◆ DIRECTIONS ◆
Your job is to copy all the entries precisely as they stand.

[Stored data]

========================================

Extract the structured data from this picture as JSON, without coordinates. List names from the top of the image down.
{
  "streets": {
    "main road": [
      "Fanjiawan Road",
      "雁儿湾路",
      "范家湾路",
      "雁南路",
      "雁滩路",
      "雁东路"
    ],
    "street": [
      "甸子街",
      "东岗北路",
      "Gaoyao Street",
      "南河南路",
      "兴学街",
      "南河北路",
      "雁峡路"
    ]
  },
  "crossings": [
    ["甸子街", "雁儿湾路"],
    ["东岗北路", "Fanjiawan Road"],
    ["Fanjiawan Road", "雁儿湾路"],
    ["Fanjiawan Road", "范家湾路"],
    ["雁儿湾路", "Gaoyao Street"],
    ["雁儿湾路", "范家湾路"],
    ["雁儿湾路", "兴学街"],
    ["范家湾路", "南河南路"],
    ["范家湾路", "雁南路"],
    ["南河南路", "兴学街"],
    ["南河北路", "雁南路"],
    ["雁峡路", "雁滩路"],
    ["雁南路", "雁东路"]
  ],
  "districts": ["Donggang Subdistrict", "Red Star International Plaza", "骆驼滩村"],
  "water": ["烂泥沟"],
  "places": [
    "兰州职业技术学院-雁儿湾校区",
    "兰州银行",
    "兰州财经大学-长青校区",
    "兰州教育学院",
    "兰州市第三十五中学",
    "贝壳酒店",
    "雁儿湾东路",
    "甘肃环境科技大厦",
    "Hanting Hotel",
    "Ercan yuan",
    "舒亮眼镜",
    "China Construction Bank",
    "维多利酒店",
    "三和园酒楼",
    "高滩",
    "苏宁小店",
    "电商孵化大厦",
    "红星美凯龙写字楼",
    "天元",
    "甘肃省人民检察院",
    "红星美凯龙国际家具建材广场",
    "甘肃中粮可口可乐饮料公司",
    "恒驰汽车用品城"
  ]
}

========================================

◆ ANSWER FOR THIS EXERCISE ◆
Extract the structured data from this picture as JSON, without coordinates. List names from the top of the image down.
{
  "streets": {
    "main road": [
      "Fanjiawan Road",
      "雁儿湾路",
      "范家湾路",
      "雁南路",
      "雁滩路",
      "雁东路"
    ],
    "street": [
      "甸子街",
      "东岗北路",
      "Gaoyao Street",
      "南河南路",
      "兴学街",
      "南河北路",
      "雁峡路"
    ]
  },
  "crossings": [
    ["甸子街", "雁儿湾路"],
    ["东岗北路", "Fanjiawan Road"],
    ["Fanjiawan Road", "雁儿湾路"],
    ["Fanjiawan Road", "范家湾路"],
    ["雁儿湾路", "Gaoyao Street"],
    ["雁儿湾路", "范家湾路"],
    ["雁儿湾路", "兴学街"],
    ["范家湾路", "南河南路"],
    ["范家湾路", "雁南路"],
    ["南河南路", "兴学街"],
    ["南河北路", "雁南路"],
    ["雁峡路", "雁滩路"],
    ["雁南路", "雁东路"]
  ],
  "districts": ["Donggang Subdistrict", "Red Star International Plaza", "骆驼滩村"],
  "water": ["烂泥沟"],
  "places": [
    "兰州职业技术学院-雁儿湾校区",
    "兰州银行",
    "兰州财经大学-长青校区",
    "兰州教育学院",
    "兰州市第三十五中学",
    "贝壳酒店",
    "雁儿湾东路",
    "甘肃环境科技大厦",
    "Hanting Hotel",
    "Ercan yuan",
    "舒亮眼镜",
    "China Construction Bank",
    "维多利酒店",
    "三和园酒楼",
    "高滩",
    "苏宁小店",
    "电商孵化大厦",
    "红星美凯龙写字楼",
    "天元",
    "甘肃省人民检察院",
    "红星美凯龙国际家具建材广场",
    "甘肃中粮可口可乐饮料公司",
    "恒驰汽车用品城"
  ]
}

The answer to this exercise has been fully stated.